Exercise objective:
Records follow. Copy every line with "roads".

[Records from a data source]
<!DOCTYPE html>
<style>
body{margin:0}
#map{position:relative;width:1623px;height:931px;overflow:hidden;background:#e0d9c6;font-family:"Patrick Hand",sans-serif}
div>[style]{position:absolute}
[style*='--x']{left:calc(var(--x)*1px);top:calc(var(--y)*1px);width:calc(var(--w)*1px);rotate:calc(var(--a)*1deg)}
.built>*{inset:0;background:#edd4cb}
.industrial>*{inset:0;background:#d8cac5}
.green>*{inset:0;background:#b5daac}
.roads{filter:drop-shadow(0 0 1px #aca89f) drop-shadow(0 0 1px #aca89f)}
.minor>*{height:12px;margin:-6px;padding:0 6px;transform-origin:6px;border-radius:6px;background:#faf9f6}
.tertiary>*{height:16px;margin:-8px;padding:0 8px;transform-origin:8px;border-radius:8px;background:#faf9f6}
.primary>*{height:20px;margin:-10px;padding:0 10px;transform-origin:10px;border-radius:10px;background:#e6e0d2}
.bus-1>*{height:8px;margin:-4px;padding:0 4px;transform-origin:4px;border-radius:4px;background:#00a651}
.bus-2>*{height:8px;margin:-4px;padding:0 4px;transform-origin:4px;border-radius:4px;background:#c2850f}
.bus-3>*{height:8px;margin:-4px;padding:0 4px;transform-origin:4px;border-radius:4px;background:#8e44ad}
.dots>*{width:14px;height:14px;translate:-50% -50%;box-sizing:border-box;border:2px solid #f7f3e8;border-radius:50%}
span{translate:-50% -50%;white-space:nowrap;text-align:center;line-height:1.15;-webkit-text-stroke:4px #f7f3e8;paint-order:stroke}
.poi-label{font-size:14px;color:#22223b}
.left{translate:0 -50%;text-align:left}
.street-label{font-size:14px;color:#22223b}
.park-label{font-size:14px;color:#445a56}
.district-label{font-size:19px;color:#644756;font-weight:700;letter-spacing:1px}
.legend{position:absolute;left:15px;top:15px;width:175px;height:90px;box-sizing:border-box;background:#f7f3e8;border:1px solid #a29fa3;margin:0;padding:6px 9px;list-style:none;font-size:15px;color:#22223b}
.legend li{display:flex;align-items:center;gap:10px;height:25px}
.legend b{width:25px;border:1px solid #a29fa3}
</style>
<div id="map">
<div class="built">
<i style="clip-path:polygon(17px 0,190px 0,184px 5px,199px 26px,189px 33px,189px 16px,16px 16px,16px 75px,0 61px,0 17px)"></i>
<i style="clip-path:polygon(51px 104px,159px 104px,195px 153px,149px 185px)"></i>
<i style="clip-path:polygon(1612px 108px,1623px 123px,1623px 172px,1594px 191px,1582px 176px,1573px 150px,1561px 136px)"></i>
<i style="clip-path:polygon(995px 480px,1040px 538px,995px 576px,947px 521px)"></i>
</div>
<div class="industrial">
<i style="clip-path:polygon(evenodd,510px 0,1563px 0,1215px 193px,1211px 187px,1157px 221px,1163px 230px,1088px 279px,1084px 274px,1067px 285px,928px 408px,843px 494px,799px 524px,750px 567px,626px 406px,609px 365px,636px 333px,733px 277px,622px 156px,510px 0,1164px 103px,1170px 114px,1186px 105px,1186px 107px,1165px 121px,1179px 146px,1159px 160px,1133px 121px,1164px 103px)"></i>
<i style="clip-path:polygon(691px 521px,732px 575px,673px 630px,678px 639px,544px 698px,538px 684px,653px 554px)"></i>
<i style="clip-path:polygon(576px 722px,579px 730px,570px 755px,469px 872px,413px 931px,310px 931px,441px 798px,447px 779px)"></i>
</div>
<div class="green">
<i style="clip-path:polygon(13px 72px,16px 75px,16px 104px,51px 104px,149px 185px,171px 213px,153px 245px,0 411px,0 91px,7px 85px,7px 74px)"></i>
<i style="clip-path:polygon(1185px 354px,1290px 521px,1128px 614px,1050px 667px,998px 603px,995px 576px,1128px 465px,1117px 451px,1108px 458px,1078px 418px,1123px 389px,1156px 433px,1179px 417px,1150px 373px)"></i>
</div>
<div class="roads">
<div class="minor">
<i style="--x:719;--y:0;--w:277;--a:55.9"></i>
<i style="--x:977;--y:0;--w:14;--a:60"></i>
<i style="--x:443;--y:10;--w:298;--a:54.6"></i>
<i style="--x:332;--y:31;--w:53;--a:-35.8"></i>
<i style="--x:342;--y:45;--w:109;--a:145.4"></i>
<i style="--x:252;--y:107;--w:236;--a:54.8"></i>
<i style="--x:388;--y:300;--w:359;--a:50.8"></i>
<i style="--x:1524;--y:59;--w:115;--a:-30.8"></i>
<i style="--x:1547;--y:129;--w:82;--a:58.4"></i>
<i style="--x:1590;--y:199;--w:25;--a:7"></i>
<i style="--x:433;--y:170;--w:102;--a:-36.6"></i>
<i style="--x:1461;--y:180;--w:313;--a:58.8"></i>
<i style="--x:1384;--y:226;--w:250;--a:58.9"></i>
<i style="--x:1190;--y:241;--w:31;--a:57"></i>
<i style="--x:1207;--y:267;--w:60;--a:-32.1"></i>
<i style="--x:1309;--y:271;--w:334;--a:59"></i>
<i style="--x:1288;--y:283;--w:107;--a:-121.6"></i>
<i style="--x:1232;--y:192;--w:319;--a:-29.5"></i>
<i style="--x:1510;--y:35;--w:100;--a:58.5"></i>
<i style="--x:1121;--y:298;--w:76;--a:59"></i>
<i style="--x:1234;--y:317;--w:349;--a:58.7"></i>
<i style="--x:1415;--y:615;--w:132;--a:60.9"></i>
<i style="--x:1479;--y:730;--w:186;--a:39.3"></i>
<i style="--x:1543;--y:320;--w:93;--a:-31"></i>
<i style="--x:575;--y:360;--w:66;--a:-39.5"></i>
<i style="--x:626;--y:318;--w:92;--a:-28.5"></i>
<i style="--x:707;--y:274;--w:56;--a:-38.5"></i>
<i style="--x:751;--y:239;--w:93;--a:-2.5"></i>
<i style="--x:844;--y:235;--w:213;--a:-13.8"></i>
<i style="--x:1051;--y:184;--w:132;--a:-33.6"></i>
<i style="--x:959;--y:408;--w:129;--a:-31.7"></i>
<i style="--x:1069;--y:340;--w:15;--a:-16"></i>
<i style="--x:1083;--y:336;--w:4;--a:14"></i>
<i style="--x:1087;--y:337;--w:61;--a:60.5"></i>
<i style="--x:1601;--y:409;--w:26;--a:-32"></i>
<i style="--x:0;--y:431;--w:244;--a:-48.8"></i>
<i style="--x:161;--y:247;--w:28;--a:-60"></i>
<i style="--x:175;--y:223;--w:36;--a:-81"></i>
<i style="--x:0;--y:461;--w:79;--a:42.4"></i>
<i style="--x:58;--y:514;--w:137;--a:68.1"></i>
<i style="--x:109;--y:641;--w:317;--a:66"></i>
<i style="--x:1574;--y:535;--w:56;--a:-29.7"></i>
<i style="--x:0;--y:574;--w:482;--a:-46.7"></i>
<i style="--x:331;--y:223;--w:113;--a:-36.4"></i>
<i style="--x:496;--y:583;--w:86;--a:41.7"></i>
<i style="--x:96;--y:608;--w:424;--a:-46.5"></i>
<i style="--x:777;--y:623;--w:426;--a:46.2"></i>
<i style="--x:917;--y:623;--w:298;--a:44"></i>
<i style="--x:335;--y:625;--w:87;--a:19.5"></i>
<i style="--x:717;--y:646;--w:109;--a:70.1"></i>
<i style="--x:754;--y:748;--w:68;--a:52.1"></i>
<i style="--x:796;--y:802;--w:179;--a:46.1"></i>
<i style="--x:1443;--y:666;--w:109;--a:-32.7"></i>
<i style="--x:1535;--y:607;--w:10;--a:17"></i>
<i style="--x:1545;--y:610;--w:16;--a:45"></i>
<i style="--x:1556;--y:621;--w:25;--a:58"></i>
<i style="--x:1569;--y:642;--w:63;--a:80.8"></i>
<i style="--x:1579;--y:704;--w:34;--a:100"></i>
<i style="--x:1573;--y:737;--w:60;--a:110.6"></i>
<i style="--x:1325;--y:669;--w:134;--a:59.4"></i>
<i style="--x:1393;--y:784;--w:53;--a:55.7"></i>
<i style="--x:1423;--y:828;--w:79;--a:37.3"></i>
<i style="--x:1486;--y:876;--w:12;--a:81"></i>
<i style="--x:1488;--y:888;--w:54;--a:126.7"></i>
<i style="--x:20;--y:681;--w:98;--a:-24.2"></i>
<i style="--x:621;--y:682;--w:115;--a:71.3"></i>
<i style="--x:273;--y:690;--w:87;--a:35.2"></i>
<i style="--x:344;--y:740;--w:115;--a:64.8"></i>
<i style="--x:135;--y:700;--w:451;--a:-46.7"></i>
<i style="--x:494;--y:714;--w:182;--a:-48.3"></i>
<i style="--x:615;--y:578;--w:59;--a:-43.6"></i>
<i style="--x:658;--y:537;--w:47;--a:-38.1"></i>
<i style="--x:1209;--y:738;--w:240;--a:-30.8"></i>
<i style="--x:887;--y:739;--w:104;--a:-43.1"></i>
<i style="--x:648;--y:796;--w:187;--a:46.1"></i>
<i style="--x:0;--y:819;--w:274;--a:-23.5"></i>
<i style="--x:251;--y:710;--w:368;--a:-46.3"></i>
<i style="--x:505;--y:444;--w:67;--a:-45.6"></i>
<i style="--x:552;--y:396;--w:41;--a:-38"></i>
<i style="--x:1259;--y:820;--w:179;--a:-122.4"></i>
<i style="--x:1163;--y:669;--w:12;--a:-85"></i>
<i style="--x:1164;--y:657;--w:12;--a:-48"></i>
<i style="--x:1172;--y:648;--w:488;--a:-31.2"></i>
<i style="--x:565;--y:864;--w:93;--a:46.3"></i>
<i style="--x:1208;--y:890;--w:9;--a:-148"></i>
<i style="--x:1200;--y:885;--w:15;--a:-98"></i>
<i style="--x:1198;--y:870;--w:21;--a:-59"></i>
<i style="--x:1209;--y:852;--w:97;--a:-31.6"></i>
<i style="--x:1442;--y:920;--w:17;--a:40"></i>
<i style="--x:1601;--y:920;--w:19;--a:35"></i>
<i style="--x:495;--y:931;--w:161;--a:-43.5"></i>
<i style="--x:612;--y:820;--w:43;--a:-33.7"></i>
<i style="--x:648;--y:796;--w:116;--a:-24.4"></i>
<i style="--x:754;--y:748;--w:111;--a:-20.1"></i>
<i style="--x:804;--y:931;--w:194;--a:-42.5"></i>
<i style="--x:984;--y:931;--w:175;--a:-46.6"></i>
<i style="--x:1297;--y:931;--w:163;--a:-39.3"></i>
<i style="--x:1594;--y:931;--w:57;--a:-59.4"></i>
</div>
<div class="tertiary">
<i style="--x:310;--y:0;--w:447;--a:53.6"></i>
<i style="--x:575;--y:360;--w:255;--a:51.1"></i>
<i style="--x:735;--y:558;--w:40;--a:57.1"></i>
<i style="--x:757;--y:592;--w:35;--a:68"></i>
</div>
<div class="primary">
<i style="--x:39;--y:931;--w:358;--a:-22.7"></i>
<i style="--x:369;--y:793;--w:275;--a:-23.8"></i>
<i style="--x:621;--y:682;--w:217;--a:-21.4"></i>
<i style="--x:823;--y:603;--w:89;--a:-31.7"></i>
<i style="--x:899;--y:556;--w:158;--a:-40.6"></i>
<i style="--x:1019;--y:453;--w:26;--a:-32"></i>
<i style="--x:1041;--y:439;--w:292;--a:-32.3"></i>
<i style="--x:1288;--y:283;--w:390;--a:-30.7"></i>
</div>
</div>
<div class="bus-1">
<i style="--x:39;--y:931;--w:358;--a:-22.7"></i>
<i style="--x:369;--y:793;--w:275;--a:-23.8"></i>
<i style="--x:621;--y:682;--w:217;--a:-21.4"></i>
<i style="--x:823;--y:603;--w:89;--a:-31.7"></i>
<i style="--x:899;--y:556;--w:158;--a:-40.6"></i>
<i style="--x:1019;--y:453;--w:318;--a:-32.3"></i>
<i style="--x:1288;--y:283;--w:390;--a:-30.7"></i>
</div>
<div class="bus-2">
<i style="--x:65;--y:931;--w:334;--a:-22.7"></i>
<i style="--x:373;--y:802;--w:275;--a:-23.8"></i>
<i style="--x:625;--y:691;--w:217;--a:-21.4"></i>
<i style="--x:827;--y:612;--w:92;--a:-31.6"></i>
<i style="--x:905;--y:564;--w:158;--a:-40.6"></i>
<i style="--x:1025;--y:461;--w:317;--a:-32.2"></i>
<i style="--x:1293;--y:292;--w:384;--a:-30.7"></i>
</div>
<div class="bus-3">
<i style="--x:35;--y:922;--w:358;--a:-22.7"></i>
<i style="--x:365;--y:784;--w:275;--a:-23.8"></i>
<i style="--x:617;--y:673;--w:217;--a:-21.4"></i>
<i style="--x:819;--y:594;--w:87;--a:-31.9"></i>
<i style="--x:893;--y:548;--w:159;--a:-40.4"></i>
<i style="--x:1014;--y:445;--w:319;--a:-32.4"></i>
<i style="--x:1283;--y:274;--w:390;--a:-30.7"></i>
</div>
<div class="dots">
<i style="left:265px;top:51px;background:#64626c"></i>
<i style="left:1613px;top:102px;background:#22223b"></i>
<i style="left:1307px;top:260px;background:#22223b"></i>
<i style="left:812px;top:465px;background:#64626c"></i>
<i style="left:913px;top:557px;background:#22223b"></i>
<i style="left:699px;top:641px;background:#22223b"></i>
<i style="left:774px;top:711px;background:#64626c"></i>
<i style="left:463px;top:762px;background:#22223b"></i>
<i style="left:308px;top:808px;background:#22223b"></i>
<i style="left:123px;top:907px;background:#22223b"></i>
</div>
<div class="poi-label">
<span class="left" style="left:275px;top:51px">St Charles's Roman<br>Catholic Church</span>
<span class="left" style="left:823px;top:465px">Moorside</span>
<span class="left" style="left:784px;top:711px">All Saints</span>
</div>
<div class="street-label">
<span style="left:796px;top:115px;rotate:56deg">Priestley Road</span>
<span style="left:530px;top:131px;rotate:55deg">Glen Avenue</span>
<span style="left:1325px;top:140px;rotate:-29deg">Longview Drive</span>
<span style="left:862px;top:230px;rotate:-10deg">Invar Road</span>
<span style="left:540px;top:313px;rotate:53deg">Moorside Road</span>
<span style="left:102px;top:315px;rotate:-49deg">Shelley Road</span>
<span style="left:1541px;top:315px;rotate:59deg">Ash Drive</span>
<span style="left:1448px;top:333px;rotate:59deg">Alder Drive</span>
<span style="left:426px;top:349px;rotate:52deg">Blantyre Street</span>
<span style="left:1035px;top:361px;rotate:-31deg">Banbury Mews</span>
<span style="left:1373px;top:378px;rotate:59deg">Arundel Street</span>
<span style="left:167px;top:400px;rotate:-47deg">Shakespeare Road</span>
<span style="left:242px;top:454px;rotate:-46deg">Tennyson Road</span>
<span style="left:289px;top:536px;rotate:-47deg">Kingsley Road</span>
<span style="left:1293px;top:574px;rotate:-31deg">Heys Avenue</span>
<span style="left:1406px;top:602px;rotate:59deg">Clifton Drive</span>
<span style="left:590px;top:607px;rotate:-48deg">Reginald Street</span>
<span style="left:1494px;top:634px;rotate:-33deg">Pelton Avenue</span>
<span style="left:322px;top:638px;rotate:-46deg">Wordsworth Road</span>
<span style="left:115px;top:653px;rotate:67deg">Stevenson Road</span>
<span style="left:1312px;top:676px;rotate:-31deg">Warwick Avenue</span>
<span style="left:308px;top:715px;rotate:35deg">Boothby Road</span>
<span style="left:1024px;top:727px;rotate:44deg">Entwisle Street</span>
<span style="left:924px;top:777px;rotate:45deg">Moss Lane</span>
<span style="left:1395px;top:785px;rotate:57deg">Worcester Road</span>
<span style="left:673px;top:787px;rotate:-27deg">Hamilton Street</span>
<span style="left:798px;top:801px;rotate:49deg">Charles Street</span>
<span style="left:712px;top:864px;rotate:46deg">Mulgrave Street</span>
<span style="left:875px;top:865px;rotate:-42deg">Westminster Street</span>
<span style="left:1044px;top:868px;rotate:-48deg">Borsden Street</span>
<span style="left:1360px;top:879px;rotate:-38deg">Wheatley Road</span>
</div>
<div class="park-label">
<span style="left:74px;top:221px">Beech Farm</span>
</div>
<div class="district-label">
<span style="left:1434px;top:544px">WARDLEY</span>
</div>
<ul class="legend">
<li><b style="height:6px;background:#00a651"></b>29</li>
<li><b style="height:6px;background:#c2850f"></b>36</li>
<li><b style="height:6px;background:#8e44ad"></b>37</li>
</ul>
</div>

Output for this exercise:
.roads{filter:drop-shadow(0 0 1px #aca89f) drop-shadow(0 0 1px #aca89f)}
<div class="roads">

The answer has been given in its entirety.